There aren’t many authors left with even a whiff of mystique (witness poor Cormac McCarthy on Oprah). Everyone has been interviewed and photographed to the point where their work is almost the shadow of their biography. With the exception of J.D. Salinger, who we must assume to be still living, despite most evidence to the contrary (the last thing he published was Hapworth in 1965), the only other living writer of mystery is Thomas Pynchon, about whom almost nothing is known except that he is male, American, white, married, and in his seventies. He is the author of such universes-in-book-form as Gravity’s Rainbow, Mason & Dixon, Against the Day, and forthcoming in August 2009, Inherent Vice, which promises to be a neo-noir detective story with shades of the psychedelic.
Pynchon is reportedly neither pathologically shy, nor a misanthrope.
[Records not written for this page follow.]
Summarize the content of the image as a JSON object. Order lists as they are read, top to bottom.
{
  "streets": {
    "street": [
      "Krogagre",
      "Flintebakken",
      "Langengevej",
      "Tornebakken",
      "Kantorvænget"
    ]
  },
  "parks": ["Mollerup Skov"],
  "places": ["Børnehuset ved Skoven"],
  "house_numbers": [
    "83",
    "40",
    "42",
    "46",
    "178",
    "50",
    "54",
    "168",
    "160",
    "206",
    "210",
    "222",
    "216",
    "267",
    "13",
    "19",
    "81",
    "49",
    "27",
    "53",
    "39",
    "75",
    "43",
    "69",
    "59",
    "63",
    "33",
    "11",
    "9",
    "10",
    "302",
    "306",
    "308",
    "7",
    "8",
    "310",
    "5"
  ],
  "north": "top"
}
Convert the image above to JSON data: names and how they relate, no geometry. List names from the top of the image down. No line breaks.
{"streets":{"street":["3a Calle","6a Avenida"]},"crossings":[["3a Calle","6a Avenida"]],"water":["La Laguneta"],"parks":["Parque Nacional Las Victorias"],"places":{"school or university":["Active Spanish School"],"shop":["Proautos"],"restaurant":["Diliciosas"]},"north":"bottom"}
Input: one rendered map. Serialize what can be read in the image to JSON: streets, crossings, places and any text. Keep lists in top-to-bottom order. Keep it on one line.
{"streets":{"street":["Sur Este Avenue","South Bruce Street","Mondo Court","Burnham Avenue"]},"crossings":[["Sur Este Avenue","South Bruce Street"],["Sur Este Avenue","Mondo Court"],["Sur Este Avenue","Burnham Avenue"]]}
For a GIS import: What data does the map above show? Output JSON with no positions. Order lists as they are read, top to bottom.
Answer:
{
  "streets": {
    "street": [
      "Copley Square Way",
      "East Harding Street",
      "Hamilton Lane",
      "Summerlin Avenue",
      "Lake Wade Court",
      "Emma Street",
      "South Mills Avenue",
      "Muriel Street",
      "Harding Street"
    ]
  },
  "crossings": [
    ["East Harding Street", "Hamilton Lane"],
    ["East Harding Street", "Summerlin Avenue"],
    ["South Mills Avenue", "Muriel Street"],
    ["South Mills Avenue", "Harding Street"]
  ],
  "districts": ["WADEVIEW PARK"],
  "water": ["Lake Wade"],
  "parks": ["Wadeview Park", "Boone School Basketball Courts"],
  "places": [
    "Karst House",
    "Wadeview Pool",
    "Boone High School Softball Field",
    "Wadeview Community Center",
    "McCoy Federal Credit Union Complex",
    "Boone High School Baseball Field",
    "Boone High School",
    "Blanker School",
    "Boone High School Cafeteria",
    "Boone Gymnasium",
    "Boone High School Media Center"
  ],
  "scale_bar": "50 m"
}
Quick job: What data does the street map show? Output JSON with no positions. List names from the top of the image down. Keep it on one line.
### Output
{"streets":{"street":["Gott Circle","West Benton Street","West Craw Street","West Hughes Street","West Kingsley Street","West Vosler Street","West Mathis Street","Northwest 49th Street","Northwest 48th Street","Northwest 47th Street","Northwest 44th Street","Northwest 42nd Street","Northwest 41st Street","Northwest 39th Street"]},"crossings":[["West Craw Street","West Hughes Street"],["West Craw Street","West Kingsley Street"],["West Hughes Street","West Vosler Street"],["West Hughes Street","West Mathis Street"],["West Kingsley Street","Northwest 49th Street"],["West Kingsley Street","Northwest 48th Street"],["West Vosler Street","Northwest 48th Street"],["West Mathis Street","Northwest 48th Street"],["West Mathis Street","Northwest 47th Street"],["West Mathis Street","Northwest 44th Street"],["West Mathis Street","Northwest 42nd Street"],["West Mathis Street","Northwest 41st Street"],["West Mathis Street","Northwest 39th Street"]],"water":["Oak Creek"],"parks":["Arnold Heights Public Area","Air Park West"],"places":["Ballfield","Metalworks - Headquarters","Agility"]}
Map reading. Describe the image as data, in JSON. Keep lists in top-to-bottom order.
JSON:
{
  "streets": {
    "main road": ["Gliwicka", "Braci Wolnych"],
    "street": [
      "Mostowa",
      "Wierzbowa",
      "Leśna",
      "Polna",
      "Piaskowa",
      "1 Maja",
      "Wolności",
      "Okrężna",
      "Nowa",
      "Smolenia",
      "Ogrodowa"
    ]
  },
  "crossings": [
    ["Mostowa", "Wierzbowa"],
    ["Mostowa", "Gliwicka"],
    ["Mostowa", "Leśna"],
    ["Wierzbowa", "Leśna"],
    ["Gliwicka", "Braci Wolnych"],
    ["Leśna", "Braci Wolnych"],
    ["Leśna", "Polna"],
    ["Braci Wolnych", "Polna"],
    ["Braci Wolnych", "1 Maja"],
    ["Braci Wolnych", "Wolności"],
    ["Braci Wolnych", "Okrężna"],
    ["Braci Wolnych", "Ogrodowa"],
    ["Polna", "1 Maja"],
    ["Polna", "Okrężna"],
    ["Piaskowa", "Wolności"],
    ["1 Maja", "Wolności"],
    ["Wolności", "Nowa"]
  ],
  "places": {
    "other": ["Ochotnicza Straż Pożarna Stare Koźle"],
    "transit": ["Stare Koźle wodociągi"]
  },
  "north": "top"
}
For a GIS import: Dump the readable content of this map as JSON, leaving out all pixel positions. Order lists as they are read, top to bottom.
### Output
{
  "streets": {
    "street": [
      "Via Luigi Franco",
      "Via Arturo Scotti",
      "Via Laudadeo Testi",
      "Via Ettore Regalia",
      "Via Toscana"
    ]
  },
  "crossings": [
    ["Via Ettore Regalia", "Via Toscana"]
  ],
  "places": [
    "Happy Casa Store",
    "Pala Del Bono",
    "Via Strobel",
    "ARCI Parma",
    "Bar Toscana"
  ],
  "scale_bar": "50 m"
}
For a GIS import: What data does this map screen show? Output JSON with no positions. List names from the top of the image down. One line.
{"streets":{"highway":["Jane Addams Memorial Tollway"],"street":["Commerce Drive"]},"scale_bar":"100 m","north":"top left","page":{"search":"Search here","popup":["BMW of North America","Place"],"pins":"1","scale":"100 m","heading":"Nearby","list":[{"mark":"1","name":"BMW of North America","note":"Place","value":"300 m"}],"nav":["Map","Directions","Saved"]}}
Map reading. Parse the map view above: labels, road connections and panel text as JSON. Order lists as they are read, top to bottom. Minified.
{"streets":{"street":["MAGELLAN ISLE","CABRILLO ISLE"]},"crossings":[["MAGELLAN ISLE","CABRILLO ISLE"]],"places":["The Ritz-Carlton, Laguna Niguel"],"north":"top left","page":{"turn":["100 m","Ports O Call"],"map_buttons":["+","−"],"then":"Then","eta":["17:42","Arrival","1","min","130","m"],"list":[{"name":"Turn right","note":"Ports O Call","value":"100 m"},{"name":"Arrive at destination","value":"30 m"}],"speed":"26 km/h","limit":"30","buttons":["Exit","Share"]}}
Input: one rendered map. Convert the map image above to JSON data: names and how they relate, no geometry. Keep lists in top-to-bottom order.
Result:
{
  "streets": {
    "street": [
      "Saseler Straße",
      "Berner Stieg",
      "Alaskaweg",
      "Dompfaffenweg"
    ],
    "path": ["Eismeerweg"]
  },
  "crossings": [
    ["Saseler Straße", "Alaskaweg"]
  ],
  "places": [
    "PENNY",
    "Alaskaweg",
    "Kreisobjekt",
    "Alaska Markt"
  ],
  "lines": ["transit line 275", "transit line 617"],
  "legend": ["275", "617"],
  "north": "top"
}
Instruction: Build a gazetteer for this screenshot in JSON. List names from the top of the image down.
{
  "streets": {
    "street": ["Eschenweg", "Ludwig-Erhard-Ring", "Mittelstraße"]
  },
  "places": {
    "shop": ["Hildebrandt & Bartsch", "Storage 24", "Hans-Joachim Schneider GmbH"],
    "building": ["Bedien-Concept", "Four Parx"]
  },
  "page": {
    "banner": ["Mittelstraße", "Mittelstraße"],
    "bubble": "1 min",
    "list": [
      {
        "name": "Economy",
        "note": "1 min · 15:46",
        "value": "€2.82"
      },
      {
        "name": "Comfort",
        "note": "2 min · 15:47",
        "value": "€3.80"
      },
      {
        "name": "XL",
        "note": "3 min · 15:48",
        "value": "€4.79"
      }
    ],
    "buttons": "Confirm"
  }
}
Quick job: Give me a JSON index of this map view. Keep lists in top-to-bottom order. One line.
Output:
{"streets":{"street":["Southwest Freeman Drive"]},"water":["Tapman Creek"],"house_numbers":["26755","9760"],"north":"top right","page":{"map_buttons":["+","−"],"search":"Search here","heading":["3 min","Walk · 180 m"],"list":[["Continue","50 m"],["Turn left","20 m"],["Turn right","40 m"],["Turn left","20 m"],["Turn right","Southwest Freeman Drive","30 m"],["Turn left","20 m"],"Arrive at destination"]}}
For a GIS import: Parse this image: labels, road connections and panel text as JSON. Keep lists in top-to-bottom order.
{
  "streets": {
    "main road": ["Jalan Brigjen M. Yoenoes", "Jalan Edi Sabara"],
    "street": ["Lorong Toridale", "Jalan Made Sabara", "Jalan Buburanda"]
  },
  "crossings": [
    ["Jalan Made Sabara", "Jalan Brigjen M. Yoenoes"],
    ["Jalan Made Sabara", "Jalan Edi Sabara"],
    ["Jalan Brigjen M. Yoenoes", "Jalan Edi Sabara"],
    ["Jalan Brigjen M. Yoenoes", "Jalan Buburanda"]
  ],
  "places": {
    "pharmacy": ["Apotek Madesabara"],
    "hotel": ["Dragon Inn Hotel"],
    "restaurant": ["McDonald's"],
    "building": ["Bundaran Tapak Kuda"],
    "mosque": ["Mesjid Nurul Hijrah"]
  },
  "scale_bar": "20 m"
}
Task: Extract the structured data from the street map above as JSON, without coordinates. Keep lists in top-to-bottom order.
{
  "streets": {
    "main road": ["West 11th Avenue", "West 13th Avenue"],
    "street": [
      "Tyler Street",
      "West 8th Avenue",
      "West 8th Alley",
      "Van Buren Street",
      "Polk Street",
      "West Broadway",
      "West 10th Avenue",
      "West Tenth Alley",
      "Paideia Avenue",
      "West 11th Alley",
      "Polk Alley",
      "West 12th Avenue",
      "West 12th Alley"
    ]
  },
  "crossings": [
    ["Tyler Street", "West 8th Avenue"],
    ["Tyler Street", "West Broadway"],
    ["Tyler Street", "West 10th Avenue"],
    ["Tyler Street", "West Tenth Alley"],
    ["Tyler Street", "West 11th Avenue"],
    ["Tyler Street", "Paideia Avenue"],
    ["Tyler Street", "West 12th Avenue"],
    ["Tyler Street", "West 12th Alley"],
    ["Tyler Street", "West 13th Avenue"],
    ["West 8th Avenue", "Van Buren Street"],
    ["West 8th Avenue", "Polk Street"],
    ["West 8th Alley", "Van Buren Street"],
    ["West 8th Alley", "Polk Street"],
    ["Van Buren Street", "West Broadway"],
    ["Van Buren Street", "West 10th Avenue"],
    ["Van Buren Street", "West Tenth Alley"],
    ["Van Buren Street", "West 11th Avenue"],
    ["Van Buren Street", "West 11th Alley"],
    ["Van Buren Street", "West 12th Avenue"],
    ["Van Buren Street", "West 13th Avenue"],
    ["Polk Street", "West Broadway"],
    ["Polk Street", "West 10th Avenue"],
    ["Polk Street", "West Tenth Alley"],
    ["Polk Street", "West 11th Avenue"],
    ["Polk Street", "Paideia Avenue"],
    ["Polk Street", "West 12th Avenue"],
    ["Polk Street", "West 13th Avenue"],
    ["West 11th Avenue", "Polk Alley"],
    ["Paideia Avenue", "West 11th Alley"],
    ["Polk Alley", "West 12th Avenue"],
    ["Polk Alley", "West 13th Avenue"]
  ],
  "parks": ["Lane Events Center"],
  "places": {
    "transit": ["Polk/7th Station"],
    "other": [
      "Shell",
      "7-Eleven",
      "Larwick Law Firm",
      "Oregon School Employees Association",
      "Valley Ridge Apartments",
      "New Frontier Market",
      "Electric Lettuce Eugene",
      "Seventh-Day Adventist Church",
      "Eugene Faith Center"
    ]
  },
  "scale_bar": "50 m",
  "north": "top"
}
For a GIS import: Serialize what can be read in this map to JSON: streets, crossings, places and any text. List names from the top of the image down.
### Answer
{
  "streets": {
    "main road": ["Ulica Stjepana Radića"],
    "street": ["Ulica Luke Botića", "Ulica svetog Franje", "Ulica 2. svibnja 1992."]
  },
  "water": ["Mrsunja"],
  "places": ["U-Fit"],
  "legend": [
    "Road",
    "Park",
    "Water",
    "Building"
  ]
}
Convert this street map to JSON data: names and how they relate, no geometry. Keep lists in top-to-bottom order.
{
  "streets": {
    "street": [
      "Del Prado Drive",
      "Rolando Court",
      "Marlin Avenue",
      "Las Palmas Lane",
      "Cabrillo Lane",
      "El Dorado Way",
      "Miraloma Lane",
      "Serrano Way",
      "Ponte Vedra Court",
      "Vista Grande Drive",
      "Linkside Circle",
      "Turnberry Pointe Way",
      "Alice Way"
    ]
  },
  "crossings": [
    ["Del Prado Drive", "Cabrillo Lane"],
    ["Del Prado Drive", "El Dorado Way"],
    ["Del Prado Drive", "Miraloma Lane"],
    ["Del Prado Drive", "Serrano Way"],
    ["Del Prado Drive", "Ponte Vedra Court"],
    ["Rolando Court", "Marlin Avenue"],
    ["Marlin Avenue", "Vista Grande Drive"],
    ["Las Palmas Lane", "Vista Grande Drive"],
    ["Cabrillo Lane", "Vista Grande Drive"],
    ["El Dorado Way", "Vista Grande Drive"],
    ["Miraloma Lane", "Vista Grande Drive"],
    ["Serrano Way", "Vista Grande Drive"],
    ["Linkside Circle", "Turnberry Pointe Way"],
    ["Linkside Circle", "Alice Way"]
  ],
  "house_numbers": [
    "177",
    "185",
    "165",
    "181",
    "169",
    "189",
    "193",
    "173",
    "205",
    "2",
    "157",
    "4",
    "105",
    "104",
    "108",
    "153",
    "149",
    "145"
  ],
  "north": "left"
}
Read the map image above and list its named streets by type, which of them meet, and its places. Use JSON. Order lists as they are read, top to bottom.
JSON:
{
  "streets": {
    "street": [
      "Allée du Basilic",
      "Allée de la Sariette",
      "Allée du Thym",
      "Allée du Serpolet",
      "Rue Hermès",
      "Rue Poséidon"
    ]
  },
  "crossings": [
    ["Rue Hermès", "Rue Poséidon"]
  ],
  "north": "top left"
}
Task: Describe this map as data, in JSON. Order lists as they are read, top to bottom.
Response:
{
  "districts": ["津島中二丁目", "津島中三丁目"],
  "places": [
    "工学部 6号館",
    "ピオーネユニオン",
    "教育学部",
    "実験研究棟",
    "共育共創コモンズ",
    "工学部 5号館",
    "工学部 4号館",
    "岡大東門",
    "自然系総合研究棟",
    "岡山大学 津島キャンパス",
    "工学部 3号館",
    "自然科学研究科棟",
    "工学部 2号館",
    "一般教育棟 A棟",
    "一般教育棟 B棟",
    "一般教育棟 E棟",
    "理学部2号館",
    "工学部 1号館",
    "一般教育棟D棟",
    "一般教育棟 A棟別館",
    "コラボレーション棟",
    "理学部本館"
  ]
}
He just doesn’t seem willing to take part in the commodification of his work, which is wholly commendable, though perhaps no longer possible in today’s publishing climate (says he, somewhat defensively, as he types his blog). There’s an extract (probably the beginning) in the Penguin Press Summer 2009 catalogue.
Why should you care? Because Pynchon writes beautiful prose. Because he explores the tangled ways in which our present mess (by which I mean the state of things since World War I) emerged, solidified, occasionally slackened, then tightened once again. It is about the modern world that you and I, for all our sins, are temporarily stuck in.
Happy New Year. Perhaps.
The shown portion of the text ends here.